Ministero delle Finanze v IN.CO.GE.'90 Srl, Idelgard Srl, Iris'90 Srl, Camed Srl, Pomezia Progetti Appalti Srl (PPA), Edilcam Srl, A. Cecchini & C. Srl, EMO Srl, Emoda Srl, Sappesi Srl, Ing. Luigi Martini Srl, Giacomo Srl and Mafar Srl.

JurisdictionEuropean Union
ECLIECLI:EU:C:1998:228
Docket NumberC-22/97,C-10/97
Celex Number61997CC0010
CourtCourt of Justice (European Union)
Procedure TypeReference for a preliminary ruling
Date14 May 1998
EUR-Lex - 61997C0010 - FR 61997C0010

Conclusions de l'avocat général Ruiz-Jarabo Colomer présentées le 14 mai 1998. - Ministero delle Finanze contre IN.CO.GE.'90 Srl, Idelgard Srl, Iris'90 Srl, Camed Srl, Pomezia Progetti Appalti Srl (PPA), Edilcam Srl, A. Cecchini & C. Srl, EMO Srl, Emoda Srl, Sappesi Srl, Ing. Luigi Martini Srl, Giacomo Srl et Mafar Srl. - Demande de décision préjudicielle: Pretura circondariale di Roma - Italie. - Répétition de l'indu - Sort d'une imposition nationale incompatible avec le droit communautaire. - Affaires jointes C-10/97 à C-22/97.

Recueil de jurisprudence 1998 page I-06307


Conclusions de l'avocat général

1 Dans cette série de recours joints, le Pretore di Roma pose une seule et même question préjudicielle, relative aux conséquences de l'incompatibilité d'une règle de droit interne avec le droit communautaire lorsque cette règle institue une taxe jugée incompatible avec celui-ci et que les contribuables exercent l'action en remboursement des sommes versées à ce titre.
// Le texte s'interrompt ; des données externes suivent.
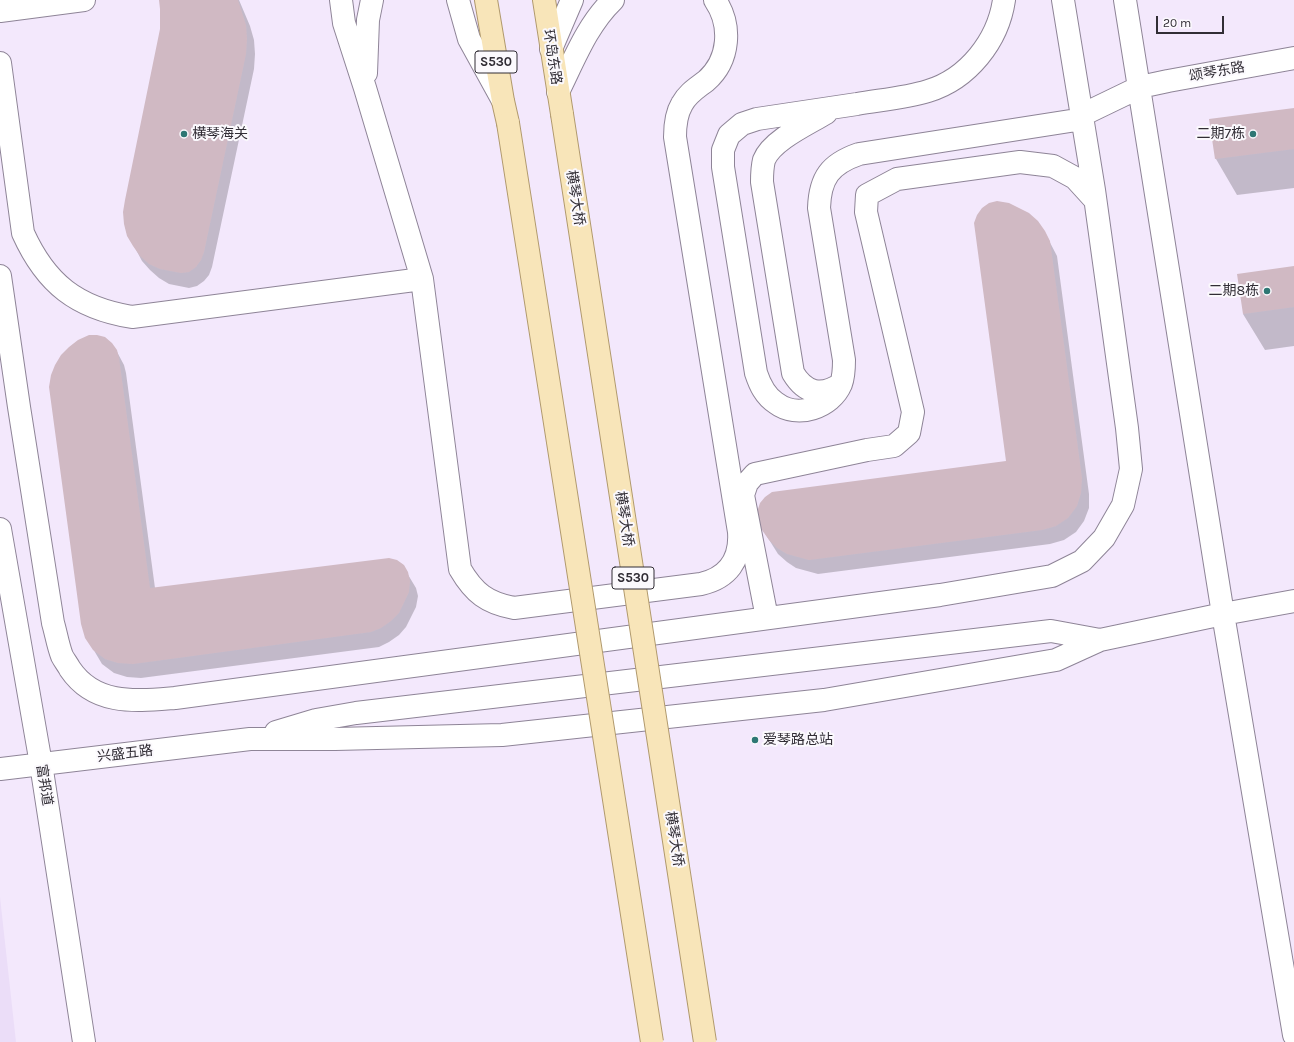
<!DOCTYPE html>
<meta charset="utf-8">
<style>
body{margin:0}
#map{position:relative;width:1294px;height:1042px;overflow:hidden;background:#f3e8fc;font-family:Karla,sans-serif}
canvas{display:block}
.scale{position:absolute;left:1156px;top:16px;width:68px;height:18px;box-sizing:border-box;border:2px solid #312d35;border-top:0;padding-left:5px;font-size:12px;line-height:14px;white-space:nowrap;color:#312d35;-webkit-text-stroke:3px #fbf9fd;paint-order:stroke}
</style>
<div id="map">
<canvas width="1294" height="1042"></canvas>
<div class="scale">20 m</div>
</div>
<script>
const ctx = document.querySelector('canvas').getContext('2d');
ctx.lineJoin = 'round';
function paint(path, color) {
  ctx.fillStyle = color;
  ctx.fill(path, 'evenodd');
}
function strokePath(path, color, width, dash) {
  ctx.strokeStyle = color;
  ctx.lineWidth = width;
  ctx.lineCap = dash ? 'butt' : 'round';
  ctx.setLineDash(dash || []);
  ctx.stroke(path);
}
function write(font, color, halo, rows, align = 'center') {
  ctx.font = font + ' Karla,"Noto Sans SC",sans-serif';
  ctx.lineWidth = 4;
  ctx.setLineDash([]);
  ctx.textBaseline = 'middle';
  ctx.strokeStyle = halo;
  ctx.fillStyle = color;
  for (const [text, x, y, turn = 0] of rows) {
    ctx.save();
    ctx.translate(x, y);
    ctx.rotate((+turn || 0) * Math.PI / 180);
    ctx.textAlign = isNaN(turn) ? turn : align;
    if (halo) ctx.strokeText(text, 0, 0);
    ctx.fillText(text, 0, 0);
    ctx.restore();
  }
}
paint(new Path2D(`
 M 0,897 L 16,1042 L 0,1042 Z`), '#ebddf8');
paint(new Path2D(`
 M 160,0 L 239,0 L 250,26 L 254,40 L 255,54 L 254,69 L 212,267 L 209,275 L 204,281 L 197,286 L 189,288 L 169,284 L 159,278 L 150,270 L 142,261 L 134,246 L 161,29 Z
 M 1294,109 L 1294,188 L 1237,195 L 1216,159 L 1210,120 Z
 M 1044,231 L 1057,256 L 1089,494 L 1089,508 L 1084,521 L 1076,532 L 1064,540 L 1050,544 L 818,574 L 796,568 L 787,562 L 778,554 L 763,530 L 1007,462 Z
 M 1294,267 L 1294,346 L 1265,350 L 1243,314 Z
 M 116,350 L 124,365 L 126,373 L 155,588 L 407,573 L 416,588 L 418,596 L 416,607 L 406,627 L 399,635 L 389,642 L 379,647 L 141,678 L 127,677 L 114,673 L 102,664 L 86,637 Z`), '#0003');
paint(new Path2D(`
 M 159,0 L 238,0 L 246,25 L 247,39 L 246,54 L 204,252 L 201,260 L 196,267 L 189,272 L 181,273 L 160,269 L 149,264 L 140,256 L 133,246 L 127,236 L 124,224 L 123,212 L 125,200 L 160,29 L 160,9 Z
 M 1294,108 L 1294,149 L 1215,159 L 1209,119 Z
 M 997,201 L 1009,203 L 1029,213 L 1038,221 L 1045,231 L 1050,241 L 1082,478 L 1081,493 L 1077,506 L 1068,518 L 1056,526 L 1042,530 L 809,560 L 787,554 L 777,548 L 769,540 L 762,530 L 757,520 L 757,512 L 760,503 L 765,497 L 772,492 L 1006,461 L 974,223 L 977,215 L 982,208 L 989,203 Z
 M 1294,266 L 1294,307 L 1243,314 L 1237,274 Z
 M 89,335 L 97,335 L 105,337 L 112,343 L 117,350 L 119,358 L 150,588 L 389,558 L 397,560 L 404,565 L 408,572 L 410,581 L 409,592 L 399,613 L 391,621 L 381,628 L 371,632 L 133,664 L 118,663 L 105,659 L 93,650 L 85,638 L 81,624 L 49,387 L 51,375 L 55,365 L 61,355 L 69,347 L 78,340 Z`), '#d0b9c3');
const minor = new Path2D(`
 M 341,0 L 344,23 L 365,88 L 422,279 L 460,569 C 474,593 487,603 514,608 L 701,584 C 728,578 741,560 739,532 L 675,137 C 675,125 676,114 682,104 C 688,93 697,88 706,81 C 730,60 732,25 715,0
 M 458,0 L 469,39 L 502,99
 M 1004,0 C 998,41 968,79 928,91 C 906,98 880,100 857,104 C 824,109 791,114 757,119 L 742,124 L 729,135 L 723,150 L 723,167 L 756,373 C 760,385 765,396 776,403 C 797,419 831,408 841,384 C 844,376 844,368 844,360 L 819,208 C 820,178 830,164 859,154 L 1083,119
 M 1125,0 L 1223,614 L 1294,1035
 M 0,11 L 84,0
 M 551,49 L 572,0
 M 0,63 L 23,233 C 46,284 77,308 132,317 L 422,279
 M 366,73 L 368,20 L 372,0
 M 558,92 C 574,60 587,25 613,0
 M 826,113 C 808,124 772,140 764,160 C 762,168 762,175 762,182 L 793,373 C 805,393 821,397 841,384
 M 1082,115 L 1140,87 L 1168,81 L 1294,58
 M 0,276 L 19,407 L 53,623 C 56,633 58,646 62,656 C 64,660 68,665 70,669 C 95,706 136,701 175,698 L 940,595 L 1052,576 L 1082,561 L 1104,538 L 1123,505 L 1131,469 L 1127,428 L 1094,190 L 1063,0
 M 0,529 L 41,764 L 84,1042
 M 767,618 L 743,495 L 747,483 L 755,474 L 867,450 L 894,446 L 909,433 L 913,412 L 866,212 L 867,195 L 897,179 L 1020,162 L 1053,166 L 1075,178 L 1095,200
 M 276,732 L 316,720 L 356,713 L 1051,631 L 1100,640
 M 0,769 L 250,739 L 335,739 L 502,735 L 824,700 L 1056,660 L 1100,640 L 1223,614 L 1294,601`);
const major = new Path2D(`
 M 486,0 L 503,101 L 508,123
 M 544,0 L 562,114`);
strokePath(minor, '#8e8497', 24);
strokePath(major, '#b0996d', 24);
strokePath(minor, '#fff', 22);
strokePath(major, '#f8e5b9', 22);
const majorBridge = new Path2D(`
 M 562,114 L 705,1042
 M 508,123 L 652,1042`);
strokePath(majorBridge, '#b0996d', 24, []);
strokePath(majorBridge, '#f8e5b9', 22);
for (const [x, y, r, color] of [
 [184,134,4,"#2e7774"],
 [1253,134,4,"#2e7774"],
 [1267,291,4,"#2e7774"],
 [755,740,4,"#2e7774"]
]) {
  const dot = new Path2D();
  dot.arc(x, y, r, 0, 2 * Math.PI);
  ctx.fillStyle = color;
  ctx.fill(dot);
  strokePath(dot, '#fbf9fd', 1.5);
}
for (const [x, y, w] of [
 [496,62,42],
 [633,578,42]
]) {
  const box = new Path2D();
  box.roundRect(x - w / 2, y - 11, w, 22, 3);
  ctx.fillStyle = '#fbf9fd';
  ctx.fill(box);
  strokePath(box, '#312d35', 1);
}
write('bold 13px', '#312d35', null, [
 ["S530",496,62],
 ["S530",633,578]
]);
write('14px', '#312d35', '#fbf9fd', [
 ["环岛东路",552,57,81],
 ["颂琴东路",1217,72,-10],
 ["横琴大桥",575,198,81],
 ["横琴大桥",624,519,81],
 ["兴盛五路",125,754,-7],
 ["富邦道",44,785,81],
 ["横琴大桥",674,839,81]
]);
write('14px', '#312d35', '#fbf9fd', [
 ["横琴海关",192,134],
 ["二期7栋",1245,134,"right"],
 ["二期8栋",1259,291,"right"],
 ["爱琴路总站",763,740]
], 'left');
</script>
Les faits, les procédures au principal et la question préjudicielle

2 Les ordonnances de renvoi contiennent très peu de données sur les faits qui font l'objet des litiges au principal. On peut en déduire que, pendant un certain nombre d'années non précisé, les sociétés qui sont parties dans le litige au principal ont payé une taxe annuelle de concession gouvernementale pour leur inscription au registre des entreprises; cette taxe, dont le montant a fait l'objet de diverses modifications légales (1), a été instituée par le décret n_ 641/72 du président de la République, du 26 octobre 1972.
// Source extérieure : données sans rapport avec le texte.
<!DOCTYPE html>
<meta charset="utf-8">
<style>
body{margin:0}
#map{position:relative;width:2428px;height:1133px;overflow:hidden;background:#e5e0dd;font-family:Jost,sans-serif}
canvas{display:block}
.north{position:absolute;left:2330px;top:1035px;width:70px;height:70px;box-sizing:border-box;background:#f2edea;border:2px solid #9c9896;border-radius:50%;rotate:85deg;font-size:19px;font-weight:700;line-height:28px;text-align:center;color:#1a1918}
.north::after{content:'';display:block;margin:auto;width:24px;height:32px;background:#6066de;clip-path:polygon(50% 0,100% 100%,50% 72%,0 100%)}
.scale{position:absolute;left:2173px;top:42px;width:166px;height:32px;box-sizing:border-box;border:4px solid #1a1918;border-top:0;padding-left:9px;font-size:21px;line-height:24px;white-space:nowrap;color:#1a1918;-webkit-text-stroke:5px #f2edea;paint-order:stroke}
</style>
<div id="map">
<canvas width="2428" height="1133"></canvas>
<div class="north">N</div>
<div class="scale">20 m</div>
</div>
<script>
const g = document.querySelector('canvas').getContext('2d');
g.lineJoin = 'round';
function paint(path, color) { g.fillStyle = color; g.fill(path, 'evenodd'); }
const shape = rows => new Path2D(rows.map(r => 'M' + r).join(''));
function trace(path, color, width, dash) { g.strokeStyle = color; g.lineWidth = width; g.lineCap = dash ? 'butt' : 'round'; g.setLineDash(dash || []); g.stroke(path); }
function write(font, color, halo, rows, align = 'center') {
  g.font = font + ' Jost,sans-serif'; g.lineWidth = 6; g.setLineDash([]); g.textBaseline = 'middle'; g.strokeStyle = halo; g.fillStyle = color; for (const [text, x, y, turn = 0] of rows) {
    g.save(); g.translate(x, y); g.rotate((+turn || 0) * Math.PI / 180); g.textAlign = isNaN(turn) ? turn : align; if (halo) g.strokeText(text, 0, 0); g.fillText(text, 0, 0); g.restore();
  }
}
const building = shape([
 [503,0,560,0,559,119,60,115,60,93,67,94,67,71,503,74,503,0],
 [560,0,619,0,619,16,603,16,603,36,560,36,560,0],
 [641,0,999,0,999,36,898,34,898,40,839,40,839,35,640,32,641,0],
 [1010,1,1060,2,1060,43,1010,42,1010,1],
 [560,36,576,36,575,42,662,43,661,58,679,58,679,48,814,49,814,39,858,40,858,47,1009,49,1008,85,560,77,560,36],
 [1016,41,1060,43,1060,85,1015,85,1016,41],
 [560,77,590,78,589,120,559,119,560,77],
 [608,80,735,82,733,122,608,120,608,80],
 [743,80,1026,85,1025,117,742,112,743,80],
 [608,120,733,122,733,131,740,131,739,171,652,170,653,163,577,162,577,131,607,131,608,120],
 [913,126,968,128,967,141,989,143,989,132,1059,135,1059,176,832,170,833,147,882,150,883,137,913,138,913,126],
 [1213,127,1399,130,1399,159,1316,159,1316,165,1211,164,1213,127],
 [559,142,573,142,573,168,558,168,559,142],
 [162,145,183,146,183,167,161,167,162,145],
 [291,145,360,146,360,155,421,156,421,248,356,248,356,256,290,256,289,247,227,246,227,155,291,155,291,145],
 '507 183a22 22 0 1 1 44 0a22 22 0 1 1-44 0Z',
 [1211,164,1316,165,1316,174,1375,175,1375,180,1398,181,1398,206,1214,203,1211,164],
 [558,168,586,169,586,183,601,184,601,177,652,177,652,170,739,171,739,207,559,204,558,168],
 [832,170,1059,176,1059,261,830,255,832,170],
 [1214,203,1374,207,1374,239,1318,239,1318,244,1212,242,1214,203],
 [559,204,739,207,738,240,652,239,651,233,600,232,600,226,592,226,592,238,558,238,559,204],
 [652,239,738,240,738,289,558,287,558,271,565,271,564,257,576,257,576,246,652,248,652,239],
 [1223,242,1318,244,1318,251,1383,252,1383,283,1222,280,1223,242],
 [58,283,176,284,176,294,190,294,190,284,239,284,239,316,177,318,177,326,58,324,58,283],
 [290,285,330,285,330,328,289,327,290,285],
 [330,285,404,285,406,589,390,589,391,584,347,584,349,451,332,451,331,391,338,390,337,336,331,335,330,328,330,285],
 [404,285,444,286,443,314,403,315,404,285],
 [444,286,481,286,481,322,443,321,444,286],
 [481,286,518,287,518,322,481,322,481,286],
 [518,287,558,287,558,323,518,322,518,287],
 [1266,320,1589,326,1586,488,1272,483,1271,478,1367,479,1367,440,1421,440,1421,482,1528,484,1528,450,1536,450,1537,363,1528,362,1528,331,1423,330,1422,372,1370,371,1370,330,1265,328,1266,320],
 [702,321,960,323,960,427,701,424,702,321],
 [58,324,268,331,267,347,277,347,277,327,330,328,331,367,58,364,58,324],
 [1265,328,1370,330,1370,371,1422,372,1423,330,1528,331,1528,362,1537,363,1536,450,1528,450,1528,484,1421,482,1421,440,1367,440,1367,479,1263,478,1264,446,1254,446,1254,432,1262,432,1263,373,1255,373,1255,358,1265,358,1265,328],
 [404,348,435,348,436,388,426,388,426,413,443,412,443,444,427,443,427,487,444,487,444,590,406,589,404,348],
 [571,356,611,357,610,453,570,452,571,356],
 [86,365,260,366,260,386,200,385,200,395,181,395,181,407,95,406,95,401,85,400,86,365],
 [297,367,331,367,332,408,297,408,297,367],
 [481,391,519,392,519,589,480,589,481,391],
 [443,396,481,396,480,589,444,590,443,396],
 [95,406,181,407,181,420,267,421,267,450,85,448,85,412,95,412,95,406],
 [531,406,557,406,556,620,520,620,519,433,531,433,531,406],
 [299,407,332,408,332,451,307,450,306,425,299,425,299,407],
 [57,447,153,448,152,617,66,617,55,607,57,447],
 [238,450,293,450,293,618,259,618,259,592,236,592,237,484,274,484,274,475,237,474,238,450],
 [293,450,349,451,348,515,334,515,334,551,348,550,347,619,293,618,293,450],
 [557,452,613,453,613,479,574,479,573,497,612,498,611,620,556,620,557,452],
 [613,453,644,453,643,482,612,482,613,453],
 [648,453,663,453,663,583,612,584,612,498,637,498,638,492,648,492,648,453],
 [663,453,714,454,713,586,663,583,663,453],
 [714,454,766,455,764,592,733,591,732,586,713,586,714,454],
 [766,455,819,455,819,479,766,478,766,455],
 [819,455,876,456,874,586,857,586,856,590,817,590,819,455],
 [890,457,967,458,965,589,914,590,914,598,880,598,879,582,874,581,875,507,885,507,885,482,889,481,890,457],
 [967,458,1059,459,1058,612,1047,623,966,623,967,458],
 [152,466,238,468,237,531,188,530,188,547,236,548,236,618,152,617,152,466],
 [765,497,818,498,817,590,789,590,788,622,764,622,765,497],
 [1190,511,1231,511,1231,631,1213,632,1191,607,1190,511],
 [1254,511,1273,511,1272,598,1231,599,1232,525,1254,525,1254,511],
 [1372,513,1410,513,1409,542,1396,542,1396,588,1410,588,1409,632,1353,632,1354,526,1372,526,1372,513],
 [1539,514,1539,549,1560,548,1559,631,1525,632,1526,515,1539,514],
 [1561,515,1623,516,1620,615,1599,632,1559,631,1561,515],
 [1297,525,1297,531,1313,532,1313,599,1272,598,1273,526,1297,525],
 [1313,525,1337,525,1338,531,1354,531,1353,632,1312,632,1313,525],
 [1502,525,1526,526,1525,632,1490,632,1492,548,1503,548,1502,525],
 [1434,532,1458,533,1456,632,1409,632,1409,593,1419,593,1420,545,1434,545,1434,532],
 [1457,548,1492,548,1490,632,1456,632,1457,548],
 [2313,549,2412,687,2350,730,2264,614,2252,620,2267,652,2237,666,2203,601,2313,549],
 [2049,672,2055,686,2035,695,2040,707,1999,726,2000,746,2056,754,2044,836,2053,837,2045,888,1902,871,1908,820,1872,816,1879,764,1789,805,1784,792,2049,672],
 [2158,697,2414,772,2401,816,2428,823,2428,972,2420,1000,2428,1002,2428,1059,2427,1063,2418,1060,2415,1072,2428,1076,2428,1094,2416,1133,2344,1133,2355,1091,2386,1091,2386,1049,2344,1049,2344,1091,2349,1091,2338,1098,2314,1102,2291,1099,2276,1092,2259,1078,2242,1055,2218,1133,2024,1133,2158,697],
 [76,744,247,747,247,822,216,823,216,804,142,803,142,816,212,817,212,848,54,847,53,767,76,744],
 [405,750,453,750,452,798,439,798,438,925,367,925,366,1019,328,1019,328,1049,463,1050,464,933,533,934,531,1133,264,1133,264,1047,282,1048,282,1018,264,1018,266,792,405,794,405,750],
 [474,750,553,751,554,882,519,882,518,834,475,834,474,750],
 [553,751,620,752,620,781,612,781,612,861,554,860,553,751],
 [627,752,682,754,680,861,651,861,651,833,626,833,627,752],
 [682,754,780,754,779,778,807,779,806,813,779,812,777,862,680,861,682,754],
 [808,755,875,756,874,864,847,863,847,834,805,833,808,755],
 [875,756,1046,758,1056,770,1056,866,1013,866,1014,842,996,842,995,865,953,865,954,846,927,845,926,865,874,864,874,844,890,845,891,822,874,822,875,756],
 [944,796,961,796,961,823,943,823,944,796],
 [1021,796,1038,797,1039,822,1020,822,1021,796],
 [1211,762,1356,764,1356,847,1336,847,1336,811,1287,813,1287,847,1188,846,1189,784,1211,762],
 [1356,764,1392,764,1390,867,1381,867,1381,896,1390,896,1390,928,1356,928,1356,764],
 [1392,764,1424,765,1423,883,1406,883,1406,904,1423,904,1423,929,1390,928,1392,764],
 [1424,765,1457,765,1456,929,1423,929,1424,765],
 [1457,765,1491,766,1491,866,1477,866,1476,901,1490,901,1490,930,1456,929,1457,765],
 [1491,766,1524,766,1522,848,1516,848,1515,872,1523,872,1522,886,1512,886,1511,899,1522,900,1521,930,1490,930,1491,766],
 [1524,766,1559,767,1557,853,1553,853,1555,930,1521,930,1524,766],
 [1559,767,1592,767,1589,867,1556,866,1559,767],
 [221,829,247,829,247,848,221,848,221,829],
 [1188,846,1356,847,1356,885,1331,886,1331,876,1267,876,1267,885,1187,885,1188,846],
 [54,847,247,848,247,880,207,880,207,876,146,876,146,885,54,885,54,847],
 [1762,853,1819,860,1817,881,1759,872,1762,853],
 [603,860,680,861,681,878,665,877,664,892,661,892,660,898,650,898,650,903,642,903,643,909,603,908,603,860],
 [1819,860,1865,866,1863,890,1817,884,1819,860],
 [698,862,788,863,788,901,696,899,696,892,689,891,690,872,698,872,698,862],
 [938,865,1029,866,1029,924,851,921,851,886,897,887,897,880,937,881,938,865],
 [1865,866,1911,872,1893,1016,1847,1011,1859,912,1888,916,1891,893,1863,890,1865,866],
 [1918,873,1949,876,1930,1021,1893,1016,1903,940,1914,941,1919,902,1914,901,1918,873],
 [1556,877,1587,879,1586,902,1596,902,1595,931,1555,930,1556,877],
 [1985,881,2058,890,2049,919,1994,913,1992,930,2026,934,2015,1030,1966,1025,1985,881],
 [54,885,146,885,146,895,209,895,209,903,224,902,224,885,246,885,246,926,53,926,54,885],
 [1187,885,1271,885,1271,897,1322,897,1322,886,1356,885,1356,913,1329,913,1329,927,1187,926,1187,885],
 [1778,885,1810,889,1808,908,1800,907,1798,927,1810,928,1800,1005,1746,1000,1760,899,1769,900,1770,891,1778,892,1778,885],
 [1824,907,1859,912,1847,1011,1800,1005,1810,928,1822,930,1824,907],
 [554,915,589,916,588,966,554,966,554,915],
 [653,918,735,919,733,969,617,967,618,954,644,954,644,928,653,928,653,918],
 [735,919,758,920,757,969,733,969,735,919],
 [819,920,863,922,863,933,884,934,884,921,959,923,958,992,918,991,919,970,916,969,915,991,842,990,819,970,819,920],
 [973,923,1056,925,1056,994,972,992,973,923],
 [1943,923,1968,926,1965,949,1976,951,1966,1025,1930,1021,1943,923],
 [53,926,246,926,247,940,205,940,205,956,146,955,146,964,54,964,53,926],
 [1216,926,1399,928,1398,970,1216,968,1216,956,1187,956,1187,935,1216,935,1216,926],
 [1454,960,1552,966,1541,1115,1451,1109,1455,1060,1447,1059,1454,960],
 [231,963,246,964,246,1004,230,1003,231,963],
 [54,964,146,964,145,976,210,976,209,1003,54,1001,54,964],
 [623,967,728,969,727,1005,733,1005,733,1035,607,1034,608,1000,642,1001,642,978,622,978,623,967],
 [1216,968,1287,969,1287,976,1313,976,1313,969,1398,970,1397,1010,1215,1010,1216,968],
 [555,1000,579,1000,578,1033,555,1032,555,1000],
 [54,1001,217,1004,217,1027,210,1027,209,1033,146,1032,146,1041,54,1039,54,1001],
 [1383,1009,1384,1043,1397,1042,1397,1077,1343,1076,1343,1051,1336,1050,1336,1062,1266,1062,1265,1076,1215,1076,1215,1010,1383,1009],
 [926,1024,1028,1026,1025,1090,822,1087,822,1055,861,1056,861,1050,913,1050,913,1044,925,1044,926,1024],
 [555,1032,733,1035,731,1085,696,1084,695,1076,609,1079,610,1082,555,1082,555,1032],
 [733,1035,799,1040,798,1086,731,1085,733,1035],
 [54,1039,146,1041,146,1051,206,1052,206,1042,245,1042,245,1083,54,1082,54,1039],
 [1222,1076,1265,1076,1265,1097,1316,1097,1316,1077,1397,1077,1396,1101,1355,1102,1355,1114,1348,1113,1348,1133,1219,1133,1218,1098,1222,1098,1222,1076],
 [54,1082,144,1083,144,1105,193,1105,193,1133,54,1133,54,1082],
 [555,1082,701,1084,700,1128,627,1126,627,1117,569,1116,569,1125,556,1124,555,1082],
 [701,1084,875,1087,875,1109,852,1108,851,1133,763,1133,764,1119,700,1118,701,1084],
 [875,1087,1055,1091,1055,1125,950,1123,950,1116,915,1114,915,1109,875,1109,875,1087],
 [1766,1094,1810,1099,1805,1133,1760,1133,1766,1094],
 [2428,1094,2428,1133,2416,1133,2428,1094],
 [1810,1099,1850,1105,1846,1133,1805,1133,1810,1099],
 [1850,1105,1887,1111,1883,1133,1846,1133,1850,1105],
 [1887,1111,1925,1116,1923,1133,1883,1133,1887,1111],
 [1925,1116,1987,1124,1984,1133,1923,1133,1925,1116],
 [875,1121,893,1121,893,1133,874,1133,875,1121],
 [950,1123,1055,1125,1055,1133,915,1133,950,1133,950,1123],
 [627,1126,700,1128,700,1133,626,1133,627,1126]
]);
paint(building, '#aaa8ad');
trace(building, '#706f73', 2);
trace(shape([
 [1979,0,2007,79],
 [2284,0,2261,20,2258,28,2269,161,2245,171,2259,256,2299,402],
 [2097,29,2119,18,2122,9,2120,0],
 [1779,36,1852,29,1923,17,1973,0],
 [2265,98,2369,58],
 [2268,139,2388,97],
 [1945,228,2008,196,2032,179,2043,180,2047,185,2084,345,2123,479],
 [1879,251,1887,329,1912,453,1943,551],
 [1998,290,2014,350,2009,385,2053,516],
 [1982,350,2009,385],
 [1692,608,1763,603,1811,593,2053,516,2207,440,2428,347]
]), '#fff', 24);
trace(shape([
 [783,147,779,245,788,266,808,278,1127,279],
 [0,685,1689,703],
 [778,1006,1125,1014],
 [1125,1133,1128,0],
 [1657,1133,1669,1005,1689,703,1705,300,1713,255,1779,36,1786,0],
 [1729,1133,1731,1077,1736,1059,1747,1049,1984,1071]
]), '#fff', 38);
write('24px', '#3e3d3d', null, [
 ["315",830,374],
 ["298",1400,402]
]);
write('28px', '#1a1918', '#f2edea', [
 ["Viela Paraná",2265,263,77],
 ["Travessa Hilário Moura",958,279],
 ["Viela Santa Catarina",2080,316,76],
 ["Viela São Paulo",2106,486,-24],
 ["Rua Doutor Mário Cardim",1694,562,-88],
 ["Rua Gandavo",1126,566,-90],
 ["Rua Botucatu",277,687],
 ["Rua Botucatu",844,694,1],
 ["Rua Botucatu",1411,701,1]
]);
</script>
3 Après l'arrêt que la Cour a rendu le 20 avril 1993 dans l'affaire Ponente Carni et Cispadana Costruzioni (2), en réponse à diverses questions préjudicielles sur l'interprétation de la directive 69/335/CEE du Conseil, du 17 juillet 1969, concernant les impôts indirects frappant les rassemblements de capitaux (3), le législateur italien a aboli la taxe annuelle et a ramené à 500 000 LIT le montant de la taxe pour la première inscription des sociétés au registre (4).

4 Pour leur part, les juridictions italiennes ont elles aussi déclaré que la taxe annuelle était incompatible avec le droit communautaire (5) et, partant, que les sommes encaissées à ce titre avaient été versées indûment.

5 Les sociétés susmentionnées ont demandé et obtenu du Pretore di Roma une injonction (decreto ingiuntivo) (6) par laquelle il intimait à l'administration fiscale italienne de rembourser les sommes qu'elles avaient versées antérieurement. Le ministère des Finances a fait opposition à cette injonction, en soulevant une série d'exceptions, en particulier l'incompétence du Pretore pour connaître du litige et la forclusion de l'action en restitution.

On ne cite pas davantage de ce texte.